The MA Architecture + Urbanism course is the Manchester School of Architecture's taught postgraduate course which conducts research into how global cultural and economic forces influence contemporary cities. The design, functioning and future of urban situations is explored in written, drawn and modelled work which builds on the legacy of twentieth century urban theory and is directed towards the development of sustainable cities.

Saturday 2 May 2015

Dalibor Vesely 1934-2015

Late in his career DALIBOR VESELY was Honorary Professorial Fellow at Manchester School of Architecture, during which time he contributed to the MA A+U course. We are therefore saddened to hear of his recent death and as a tribute post below the concluding section of David Leatherbarrow's obituary which has been published in Architectural Research Quarterly and the Journal of Architectural Education.

"When Vesely’s major work, Architecture in an Age of Divided Representation: creativity in the shadow of production was released in 2004, it was announced as a long-awaited book. Its genesis and development were concurrent with the Cambridge teaching and echoed that coupling of the productive and philosophical dimensions of architecture. Many of the book’s key concepts—human situations, the tension between embodiment and articulation, communicative movement, and so on—where equally apposite to project making and historical-philosophical study. It was a well-received book, also widely-read. Vesely was particularly pleased to see it appear in Czech translation.

Among the many awards and honors he received throughout his life a few were personally very significant. In 2005 he was recipient of the Bruno Zevi Book Award granted by the International Committee of Architectural Critics. One year later the Royal Institute of British Architects honored him with the Annie Spink Award for Excellence in Architectural Education. And in 2015 he was made an Honorary Fellow of the R.I.B.A.

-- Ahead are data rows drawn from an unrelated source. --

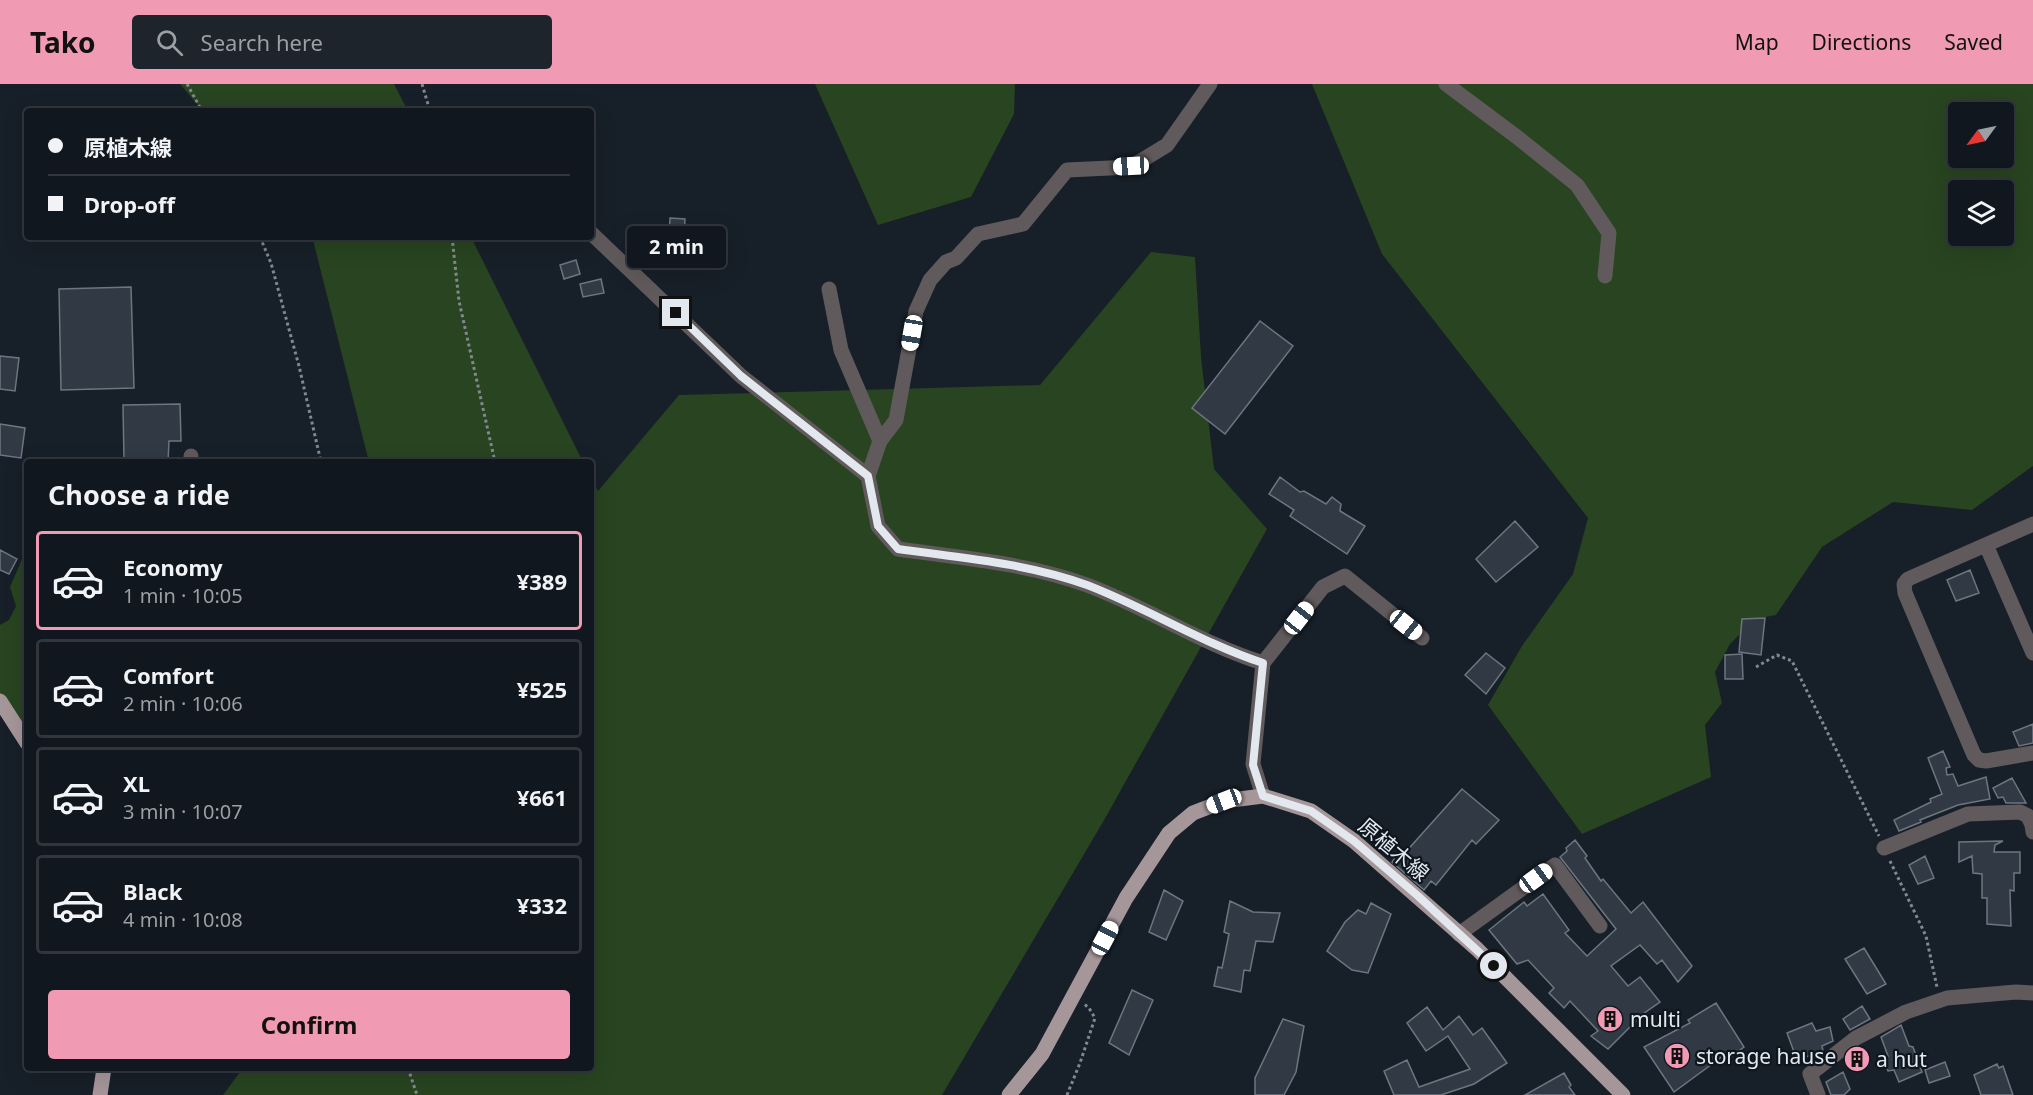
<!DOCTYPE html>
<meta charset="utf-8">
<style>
body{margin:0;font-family:"Noto Sans","Noto Sans JP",sans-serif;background:#1e242b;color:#f1f3f6;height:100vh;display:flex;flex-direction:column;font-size:22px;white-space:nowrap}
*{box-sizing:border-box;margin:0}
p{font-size:20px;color:#9c9fa4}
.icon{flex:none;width:33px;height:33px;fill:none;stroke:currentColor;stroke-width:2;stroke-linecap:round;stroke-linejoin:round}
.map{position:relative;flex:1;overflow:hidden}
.side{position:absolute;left:24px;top:375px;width:570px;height:612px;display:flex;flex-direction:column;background:#11171e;border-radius:6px;box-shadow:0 6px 24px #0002,0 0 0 2px #30363c}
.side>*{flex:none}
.top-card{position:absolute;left:24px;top:24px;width:570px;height:132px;border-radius:6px;box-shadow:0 6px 24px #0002,0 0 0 2px #30363c;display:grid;align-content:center;height:132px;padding:0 24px;background:#11171e}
.needle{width:39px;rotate:237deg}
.controls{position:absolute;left:1948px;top:18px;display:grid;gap:12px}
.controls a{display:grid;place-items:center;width:66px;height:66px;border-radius:6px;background:#11171e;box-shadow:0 6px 24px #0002,0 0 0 2px #30363c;font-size:30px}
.end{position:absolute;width:27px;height:27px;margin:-14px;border:8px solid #e3e8ef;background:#111;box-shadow:0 0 0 3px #111}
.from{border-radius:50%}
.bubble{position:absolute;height:42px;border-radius:6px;background:#11171e;box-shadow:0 6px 24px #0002,0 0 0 2px #30363c;font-size:20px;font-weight:700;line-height:42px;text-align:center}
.car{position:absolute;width:18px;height:36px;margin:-18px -9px;border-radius:8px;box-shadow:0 0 4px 2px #0007;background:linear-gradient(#fff 24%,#345 0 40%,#fff 0 76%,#345 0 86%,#fff 0)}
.top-card b{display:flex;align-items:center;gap:21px;height:57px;font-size:22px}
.top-card b+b{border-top:2px solid #30363c}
.top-card i{width:15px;height:15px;background:#f1f3f6}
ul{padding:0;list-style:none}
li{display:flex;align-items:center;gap:18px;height:99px;margin:0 12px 9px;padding:0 12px;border:3px solid #30363c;border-radius:6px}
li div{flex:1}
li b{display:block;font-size:22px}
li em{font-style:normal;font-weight:700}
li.current{border-color:#f09ab4}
li>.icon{width:54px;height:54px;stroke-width:1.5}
h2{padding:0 24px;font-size:27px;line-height:72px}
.button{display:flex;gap:12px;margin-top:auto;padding:12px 24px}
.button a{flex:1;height:69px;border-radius:6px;background:#f09ab4;color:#111;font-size:24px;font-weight:700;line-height:69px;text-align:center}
header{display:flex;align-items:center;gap:36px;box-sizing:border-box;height:84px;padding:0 30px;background:#f09ab4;color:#111}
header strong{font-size:28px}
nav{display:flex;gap:33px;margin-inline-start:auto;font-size:21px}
.search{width:420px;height:54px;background:#1e242b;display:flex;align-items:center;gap:15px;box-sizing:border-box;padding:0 21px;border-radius:6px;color:#9c9fa4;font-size:22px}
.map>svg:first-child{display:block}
</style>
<header>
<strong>Tako</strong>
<div class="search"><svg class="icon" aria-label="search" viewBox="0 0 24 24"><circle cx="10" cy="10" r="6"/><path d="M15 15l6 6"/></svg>Search here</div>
<nav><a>Map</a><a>Directions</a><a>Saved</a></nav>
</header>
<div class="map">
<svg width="2033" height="1011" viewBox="0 0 2033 1011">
<rect width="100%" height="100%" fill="#171f28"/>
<path fill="#284420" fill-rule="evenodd" d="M180,0H394L408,27H203Z
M815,0H1015L1014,30L971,113L878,141Z
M1312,0H2033V382L1972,426L1893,418L1822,463L1776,531L1755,535L1730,560L1715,588L1722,619L1705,641L1711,693L1582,750L1488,621L1522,562L1573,490L1588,434L1382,170ZM1959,28H2004V74H1959ZM1959,106H2004V152H1959Z
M311,153H471L583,378H369L313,156Z
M1151,168L1195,173L1201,273L1214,385L1267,445L1103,738L942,1011H223L243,984H591V394L598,407L679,311L1040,301Z
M27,473V656L0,613V541L9,536L16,522L10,503L22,475Z"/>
<path fill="#313a44" stroke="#6c7681" stroke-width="1.5" d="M670,134L685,135L684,153L669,152Z
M576,176L580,190L564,195L560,181Z
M601,195L604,209L583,213L580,200Z
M131,203L134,304L61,306L59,205Z
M1260,237L1293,262L1225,350L1192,324Z
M0,272L19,274L15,307L0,305Z
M180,320L181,357H169L168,378H124L123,321Z
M0,340L25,344L21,374L0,371Z
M1280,393L1300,408L1304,407L1326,420L1332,413L1341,420L1340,427L1365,442L1347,470L1290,432L1294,426L1269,410Z
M1515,437L1538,463L1496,498L1476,475Z
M0,466L17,475L9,490L0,486Z
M1970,486L1979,509L1956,517L1947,496Z
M1765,534L1761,571L1739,568L1742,535Z
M1486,569L1505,584L1486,610L1465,591Z
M1742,570L1743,595H1725V571Z
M2033,640V659L2019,662L2013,648Z
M1943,667L1950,683L1946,684L1947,691L1953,690L1958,702L1986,693L1990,715L1958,721L1920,736L1921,738L1899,747L1894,736L1931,718L1930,715L1942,710L1928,674Z
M2012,694L2026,719H2006L2003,713L1998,714L1993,704Z
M1462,705L1499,736L1476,760L1472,756L1436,801L1431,797L1424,806L1392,778L1398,769L1403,771Z
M1575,756L1587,772L1585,774L1601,797L1603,795L1631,829L1643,818L1692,882L1678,898L1662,876L1657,880L1640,861L1611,882L1628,902L1640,893L1660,918L1634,936L1636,937L1608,965L1591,952L1598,947L1570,917L1564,924L1549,909L1554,904L1528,876L1517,880L1489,846L1524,818L1527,822L1543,810L1569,846L1565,849L1587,872L1616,845L1560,773L1567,767L1566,764Z
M2003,757L1995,761L1994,768H2020V789H2014V807L2010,806L2011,842L1987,840V814H1982V790L1973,789L1972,772L1959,778V758Z
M1925,772L1934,794L1918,800L1909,781Z
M1164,806L1183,817L1166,856L1149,848Z
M1230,817L1253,828L1280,829L1273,858L1256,857L1250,887L1244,886L1241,908L1214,902L1218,883L1222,884L1229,850L1224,848Z
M1371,819L1391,830L1368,889L1352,886L1327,867L1345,838L1358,826L1366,830Z
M1864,864L1886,900L1867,910L1845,875Z
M1132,906L1153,916L1129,971L1109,959Z
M1716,919L1744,963L1726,976L1723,972L1674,1008L1644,963L1690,939L1688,936Z
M1862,922L1870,935L1850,946L1843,935Z
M1427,923L1443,946L1459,932L1473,951L1482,944L1507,979L1474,1000L1441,1011H1394L1384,987L1407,976L1419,1003L1470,985L1448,952L1426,967L1407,939Z
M1283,935L1304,942L1296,988L1284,1011H1255V994Z
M1812,939L1816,947L1830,943L1833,957L1822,962L1823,967L1797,976L1787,949Z
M1901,941L1909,962L1913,963L1922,988L1899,998L1894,986L1888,987L1883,974L1888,972L1881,953Z
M1945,978L1950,992L1929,999L1925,986Z
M1997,980L1999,984L2003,982L2013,1011H1981L1974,991Z
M1843,988L1850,1005L1844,1011H1831L1826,998Z
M1564,989L1571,1001L1569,1003L1575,1011H1525Z"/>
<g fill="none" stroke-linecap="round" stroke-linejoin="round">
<path stroke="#828890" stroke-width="3" stroke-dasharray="3 3" stroke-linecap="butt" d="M187,0L202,27
M422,0L430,27
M260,153L271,179L299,282L321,378
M452,153L459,217L495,378
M1756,583L1777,571L1792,577L1879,752
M1890,777L1926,852L1937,903
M408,984L417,1011
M1067,1011L1080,979L1095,934L1089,924L1084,920"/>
<path stroke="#615a5c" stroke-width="15" d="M1446,0L1517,53L1577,101L1609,149L1605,192
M591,149L741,292L868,392
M829,205L841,266L880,357L868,392L878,442L898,465C962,474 1026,479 1087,501C1148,524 1202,560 1263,579
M880,357L896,336L916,227L930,196L946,178L956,174L978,150L1023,140L1067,86L1131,83L1167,61L1210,0
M191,378V372
M2033,440L1908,495L1904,500L1905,509L1974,671L1979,676L1986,677L2033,669
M1986,461L2033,569
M1263,712L1253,680L1263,579L1323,503L1345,492L1422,554
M1884,764L1968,730L2020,728L2028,732L2032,741L2033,748
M1459,850L1555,781L1600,842
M1818,1011L1810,990L1856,954L1906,928L1947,914L2016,908L2033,909"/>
<path stroke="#a5969a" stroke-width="15" d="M0,617L27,659
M100,1011L104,984
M1009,1011L1042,970L1126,814L1169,749L1193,729L1224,717L1263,712L1311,727L1354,757L1477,865L1623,1011"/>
</g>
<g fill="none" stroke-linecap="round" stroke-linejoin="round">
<path stroke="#e3e8ef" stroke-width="8" d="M676,229L741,292L868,392L878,442L898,465C962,474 1026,479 1087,501C1147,524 1202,559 1263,579L1253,681L1263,712L1311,727L1354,757L1418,812L1494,882"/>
</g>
<defs>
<g id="building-disc" transform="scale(1.35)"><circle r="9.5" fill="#f09ab4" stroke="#0e161e"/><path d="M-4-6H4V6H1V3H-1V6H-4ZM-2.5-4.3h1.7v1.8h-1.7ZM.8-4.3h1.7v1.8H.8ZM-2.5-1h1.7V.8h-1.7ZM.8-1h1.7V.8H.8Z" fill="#111"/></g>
</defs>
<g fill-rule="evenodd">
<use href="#building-disc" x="1610" y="935"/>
<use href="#building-disc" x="1677" y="972"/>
<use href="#building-disc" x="1857" y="975"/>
</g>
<g text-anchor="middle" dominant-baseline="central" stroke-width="4.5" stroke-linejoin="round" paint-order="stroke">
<g font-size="21" fill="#e3e8ef" stroke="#0e161e">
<text transform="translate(1394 765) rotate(40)">原植木線</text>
</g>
<g font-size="21" fill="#e3e8ef" stroke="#0e161e" text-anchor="start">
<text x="1630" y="935">multi</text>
<text x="1696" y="972">storage hause</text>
<text x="1876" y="975">a hut</text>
</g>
</g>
</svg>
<div class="controls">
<a><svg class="needle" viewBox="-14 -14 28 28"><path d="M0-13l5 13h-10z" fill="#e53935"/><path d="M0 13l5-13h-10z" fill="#9c9fa4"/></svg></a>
<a><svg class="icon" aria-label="layers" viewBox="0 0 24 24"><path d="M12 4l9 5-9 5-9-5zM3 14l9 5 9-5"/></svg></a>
</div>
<i class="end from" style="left:1494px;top:882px"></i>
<i class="end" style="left:676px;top:229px"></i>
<div class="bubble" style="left:627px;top:142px;width:99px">2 min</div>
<i class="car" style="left:1131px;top:82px;rotate:267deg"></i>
<i class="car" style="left:912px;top:249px;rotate:190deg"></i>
<i class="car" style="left:1299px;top:534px;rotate:38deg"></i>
<i class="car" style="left:1406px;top:541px;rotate:129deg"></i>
<i class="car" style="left:1224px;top:717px;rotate:249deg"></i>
<i class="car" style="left:1536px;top:794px;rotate:54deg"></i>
<i class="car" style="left:1105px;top:854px;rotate:28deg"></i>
<div class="top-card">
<b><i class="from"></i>原植木線</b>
<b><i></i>Drop-off</b>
</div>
<section class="side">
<h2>Choose a ride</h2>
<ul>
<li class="current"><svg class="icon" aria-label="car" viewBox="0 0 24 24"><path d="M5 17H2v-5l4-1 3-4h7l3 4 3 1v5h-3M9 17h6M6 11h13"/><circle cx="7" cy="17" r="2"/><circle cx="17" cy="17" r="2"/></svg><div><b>Economy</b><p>1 min · 10:05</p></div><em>¥389</em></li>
<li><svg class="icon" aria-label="car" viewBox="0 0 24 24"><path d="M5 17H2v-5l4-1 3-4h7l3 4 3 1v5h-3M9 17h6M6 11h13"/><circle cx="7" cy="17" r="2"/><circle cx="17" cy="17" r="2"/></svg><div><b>Comfort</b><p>2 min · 10:06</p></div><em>¥525</em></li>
<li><svg class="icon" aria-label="car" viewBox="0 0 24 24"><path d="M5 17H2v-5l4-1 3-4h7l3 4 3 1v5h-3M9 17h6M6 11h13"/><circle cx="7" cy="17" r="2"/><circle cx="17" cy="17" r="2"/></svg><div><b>XL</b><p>3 min · 10:07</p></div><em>¥661</em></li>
<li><svg class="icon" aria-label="car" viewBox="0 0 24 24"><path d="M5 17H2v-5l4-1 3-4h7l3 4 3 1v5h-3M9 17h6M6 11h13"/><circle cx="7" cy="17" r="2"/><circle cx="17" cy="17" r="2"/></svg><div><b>Black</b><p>4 min · 10:08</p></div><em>¥332</em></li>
</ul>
<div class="button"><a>Confirm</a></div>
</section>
</div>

Vesely expressed pride in the fact that he was raised in a Catholic country, although he never practiced that religion in his adult years. He once asked this note’s author if he believed in God. Limiting the ensuing pause to no more than a few moments he answered his own question with the observation that a world as rich and beautiful as ours makes one wonder. . . While the subject of transcendence, or what he called primary order, occupied his attention for years and was addressed in a number of his writings, he was no less concerned with secularization. The shelves of books in his large personal library that were dedicated to religion and myth were aligned with those that addressed the history of science and the philosophy of technology."